**Records for the exercise**
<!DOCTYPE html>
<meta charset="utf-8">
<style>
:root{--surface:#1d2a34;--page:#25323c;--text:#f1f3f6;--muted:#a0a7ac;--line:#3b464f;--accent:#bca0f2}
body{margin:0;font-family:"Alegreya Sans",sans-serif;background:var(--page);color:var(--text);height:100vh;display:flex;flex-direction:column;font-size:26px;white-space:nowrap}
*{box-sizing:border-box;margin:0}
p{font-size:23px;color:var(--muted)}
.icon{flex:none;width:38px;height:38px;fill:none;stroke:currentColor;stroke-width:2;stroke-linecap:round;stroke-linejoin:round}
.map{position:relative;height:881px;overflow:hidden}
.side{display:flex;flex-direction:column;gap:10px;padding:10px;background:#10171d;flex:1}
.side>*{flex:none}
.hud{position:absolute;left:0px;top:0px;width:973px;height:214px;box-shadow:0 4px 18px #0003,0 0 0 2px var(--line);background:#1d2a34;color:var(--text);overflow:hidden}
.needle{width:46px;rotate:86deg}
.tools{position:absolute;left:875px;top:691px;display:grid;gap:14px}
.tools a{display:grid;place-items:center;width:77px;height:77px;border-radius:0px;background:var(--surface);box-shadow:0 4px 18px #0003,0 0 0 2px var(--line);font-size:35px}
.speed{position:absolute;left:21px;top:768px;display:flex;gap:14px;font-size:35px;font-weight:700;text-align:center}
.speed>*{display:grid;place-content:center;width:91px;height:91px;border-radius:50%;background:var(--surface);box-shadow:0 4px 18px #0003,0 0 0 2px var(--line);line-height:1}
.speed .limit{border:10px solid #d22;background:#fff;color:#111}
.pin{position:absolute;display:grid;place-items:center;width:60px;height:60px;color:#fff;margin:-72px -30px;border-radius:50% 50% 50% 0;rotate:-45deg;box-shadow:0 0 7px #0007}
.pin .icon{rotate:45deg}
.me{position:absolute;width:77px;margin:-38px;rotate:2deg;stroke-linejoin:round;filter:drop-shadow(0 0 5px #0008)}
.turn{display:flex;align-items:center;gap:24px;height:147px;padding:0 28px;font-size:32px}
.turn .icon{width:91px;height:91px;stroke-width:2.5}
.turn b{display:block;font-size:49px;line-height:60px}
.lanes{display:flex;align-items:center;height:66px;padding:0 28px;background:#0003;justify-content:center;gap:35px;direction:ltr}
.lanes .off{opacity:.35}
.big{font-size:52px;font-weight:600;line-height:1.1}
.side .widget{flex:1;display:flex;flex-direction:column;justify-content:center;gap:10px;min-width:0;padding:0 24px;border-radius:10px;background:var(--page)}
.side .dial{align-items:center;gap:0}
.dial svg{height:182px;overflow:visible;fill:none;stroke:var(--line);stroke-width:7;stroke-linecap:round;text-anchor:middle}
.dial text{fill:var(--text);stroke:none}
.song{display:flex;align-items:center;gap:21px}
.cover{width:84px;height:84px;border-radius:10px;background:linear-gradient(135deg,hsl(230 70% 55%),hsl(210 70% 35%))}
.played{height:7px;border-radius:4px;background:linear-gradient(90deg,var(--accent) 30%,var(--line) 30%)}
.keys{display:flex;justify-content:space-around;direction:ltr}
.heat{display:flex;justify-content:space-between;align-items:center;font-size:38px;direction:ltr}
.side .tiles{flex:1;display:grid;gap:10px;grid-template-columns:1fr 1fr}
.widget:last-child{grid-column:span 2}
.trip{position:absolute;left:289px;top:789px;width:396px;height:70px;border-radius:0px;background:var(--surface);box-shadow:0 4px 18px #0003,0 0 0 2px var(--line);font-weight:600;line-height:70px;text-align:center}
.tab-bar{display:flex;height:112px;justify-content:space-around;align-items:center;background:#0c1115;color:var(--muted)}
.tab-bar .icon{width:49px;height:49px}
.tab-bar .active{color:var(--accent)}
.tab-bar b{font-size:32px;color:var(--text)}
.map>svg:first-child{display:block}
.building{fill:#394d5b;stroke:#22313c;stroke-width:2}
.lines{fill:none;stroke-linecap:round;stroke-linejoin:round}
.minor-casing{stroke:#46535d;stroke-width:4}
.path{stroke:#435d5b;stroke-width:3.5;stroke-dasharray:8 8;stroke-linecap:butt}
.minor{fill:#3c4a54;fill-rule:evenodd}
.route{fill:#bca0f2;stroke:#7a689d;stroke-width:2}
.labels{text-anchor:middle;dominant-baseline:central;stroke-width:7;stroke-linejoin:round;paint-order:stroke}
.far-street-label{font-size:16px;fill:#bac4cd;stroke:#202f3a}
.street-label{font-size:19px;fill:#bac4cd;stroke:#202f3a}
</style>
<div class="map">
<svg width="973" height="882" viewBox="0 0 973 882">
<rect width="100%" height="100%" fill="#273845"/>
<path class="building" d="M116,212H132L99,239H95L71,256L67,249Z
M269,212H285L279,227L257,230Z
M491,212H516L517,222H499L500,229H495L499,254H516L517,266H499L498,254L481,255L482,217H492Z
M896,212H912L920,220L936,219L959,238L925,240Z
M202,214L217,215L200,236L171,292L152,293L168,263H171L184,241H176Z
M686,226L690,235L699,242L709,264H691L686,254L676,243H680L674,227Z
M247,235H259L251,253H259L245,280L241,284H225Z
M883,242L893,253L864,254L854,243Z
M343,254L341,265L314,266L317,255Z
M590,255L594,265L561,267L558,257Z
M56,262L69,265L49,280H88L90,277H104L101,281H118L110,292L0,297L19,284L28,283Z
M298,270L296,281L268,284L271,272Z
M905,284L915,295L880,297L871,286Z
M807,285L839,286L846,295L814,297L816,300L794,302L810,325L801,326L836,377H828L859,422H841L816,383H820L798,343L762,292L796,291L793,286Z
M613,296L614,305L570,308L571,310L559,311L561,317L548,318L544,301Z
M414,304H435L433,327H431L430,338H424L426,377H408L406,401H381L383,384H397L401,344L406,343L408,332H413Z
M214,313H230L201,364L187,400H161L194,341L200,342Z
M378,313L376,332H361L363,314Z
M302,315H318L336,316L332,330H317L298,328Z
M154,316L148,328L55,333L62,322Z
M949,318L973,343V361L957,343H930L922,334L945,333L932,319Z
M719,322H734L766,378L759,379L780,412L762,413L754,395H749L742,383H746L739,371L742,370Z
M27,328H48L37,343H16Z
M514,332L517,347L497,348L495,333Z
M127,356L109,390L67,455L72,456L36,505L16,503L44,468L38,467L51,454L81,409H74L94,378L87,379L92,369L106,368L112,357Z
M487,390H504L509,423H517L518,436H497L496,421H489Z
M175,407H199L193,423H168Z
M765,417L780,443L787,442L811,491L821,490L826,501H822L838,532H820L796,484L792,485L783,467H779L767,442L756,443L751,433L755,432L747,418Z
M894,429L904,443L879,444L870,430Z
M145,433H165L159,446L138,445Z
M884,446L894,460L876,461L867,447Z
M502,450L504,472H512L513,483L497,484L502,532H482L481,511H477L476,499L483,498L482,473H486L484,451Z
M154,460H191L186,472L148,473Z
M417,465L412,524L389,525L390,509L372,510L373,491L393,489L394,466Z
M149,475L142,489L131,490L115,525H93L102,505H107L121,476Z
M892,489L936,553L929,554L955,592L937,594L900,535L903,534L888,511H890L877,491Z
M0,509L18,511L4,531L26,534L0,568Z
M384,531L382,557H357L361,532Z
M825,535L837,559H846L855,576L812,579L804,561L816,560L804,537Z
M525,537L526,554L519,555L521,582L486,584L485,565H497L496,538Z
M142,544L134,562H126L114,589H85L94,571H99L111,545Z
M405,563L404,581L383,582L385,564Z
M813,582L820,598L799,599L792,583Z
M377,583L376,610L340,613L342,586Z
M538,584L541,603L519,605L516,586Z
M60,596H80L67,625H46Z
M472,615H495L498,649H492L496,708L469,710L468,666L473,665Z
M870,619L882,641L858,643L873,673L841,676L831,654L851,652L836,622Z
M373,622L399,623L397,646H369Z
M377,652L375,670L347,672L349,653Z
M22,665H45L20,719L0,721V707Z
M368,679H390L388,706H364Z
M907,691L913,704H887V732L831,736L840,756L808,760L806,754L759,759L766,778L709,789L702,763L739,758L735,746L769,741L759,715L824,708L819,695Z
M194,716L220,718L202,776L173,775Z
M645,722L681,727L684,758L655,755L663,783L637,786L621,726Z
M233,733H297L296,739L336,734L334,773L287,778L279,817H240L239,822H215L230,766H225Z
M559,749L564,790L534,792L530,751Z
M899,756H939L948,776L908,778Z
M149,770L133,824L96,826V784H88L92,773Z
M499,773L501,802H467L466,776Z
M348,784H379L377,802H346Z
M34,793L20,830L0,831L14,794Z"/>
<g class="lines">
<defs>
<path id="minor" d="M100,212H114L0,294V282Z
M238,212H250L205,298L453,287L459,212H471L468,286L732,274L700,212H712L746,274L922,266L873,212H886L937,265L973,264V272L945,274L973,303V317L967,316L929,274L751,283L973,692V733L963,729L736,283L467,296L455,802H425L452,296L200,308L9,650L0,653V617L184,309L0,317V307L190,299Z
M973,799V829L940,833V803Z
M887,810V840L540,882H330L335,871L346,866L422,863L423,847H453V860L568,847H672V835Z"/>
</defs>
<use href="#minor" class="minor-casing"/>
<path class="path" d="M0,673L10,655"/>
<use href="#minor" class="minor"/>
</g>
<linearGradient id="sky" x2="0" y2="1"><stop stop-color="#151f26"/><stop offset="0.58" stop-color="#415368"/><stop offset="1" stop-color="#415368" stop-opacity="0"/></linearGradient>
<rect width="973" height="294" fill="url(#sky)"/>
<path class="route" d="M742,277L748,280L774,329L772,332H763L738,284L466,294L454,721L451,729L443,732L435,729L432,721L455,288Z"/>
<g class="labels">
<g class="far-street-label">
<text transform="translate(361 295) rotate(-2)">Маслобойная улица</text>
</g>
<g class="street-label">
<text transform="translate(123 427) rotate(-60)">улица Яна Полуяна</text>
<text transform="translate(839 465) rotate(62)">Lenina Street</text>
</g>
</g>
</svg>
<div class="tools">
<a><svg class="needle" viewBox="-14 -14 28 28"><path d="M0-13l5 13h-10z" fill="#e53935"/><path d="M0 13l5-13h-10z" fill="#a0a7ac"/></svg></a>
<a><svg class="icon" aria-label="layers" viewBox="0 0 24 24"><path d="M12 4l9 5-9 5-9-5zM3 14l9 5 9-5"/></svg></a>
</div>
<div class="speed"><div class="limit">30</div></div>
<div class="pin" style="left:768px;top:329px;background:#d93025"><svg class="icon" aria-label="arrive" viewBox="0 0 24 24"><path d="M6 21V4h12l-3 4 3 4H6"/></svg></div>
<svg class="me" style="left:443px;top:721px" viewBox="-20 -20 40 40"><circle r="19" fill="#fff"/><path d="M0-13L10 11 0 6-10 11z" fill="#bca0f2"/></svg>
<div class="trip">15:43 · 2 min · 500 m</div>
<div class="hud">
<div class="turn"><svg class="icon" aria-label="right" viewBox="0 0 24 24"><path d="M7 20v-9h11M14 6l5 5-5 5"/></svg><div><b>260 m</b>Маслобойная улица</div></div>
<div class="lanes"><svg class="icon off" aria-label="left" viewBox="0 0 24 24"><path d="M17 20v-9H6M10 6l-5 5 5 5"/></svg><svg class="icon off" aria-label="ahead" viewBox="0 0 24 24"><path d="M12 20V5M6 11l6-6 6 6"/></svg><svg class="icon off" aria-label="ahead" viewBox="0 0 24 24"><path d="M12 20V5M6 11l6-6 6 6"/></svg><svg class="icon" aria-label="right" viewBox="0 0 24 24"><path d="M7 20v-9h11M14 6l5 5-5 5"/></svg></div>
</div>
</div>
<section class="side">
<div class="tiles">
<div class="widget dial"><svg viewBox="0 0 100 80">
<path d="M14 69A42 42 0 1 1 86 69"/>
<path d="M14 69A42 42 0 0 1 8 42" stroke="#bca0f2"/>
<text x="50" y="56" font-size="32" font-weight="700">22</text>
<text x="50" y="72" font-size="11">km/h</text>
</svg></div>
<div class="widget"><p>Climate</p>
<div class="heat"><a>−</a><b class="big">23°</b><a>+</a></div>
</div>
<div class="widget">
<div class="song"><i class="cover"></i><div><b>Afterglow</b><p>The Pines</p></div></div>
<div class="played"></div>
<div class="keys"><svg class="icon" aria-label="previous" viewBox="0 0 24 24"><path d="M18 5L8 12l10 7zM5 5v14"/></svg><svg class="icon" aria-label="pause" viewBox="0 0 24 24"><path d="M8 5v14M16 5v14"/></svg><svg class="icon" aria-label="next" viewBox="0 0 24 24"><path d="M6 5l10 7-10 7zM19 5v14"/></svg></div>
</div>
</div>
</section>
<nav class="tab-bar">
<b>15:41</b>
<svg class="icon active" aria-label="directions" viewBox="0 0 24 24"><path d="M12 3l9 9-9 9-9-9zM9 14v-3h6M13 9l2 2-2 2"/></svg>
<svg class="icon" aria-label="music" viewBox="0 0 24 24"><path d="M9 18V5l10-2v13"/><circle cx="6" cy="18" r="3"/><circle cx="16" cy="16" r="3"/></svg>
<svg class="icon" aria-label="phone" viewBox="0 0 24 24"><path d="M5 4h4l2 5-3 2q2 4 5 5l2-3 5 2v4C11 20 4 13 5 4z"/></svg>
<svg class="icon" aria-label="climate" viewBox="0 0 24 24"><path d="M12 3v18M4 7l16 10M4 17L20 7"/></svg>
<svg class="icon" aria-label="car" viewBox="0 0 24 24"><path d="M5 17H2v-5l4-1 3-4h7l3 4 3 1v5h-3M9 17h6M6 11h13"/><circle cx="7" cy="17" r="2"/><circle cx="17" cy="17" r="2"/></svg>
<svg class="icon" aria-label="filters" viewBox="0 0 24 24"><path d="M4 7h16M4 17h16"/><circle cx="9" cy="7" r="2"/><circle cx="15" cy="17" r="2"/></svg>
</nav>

**Activity**
What you return must be the line that contains "5L8 12l10 7zM5" followed by every remaining line of the material, all exactly as written and nothing more.

**Response below**
<div class="keys"><svg class="icon" aria-label="previous" viewBox="0 0 24 24"><path d="M18 5L8 12l10 7zM5 5v14"/></svg><svg class="icon" aria-label="pause" viewBox="0 0 24 24"><path d="M8 5v14M16 5v14"/></svg><svg class="icon" aria-label="next" viewBox="0 0 24 24"><path d="M6 5l10 7-10 7zM19 5v14"/></svg></div>
</div>
</div>
</section>
<nav class="tab-bar">
<b>15:41</b>
<svg class="icon active" aria-label="directions" viewBox="0 0 24 24"><path d="M12 3l9 9-9 9-9-9zM9 14v-3h6M13 9l2 2-2 2"/></svg>
<svg class="icon" aria-label="music" viewBox="0 0 24 24"><path d="M9 18V5l10-2v13"/><circle cx="6" cy="18" r="3"/><circle cx="16" cy="16" r="3"/></svg>
<svg class="icon" aria-label="phone" viewBox="0 0 24 24"><path d="M5 4h4l2 5-3 2q2 4 5 5l2-3 5 2v4C11 20 4 13 5 4z"/></svg>
<svg class="icon" aria-label="climate" viewBox="0 0 24 24"><path d="M12 3v18M4 7l16 10M4 17L20 7"/></svg>
<svg class="icon" aria-label="car" viewBox="0 0 24 24"><path d="M5 17H2v-5l4-1 3-4h7l3 4 3 1v5h-3M9 17h6M6 11h13"/><circle cx="7" cy="17" r="2"/><circle cx="17" cy="17" r="2"/></svg>
<svg class="icon" aria-label="filters" viewBox="0 0 24 24"><path d="M4 7h16M4 17h16"/><circle cx="9" cy="7" r="2"/><circle cx="15" cy="17" r="2"/></svg>
</nav>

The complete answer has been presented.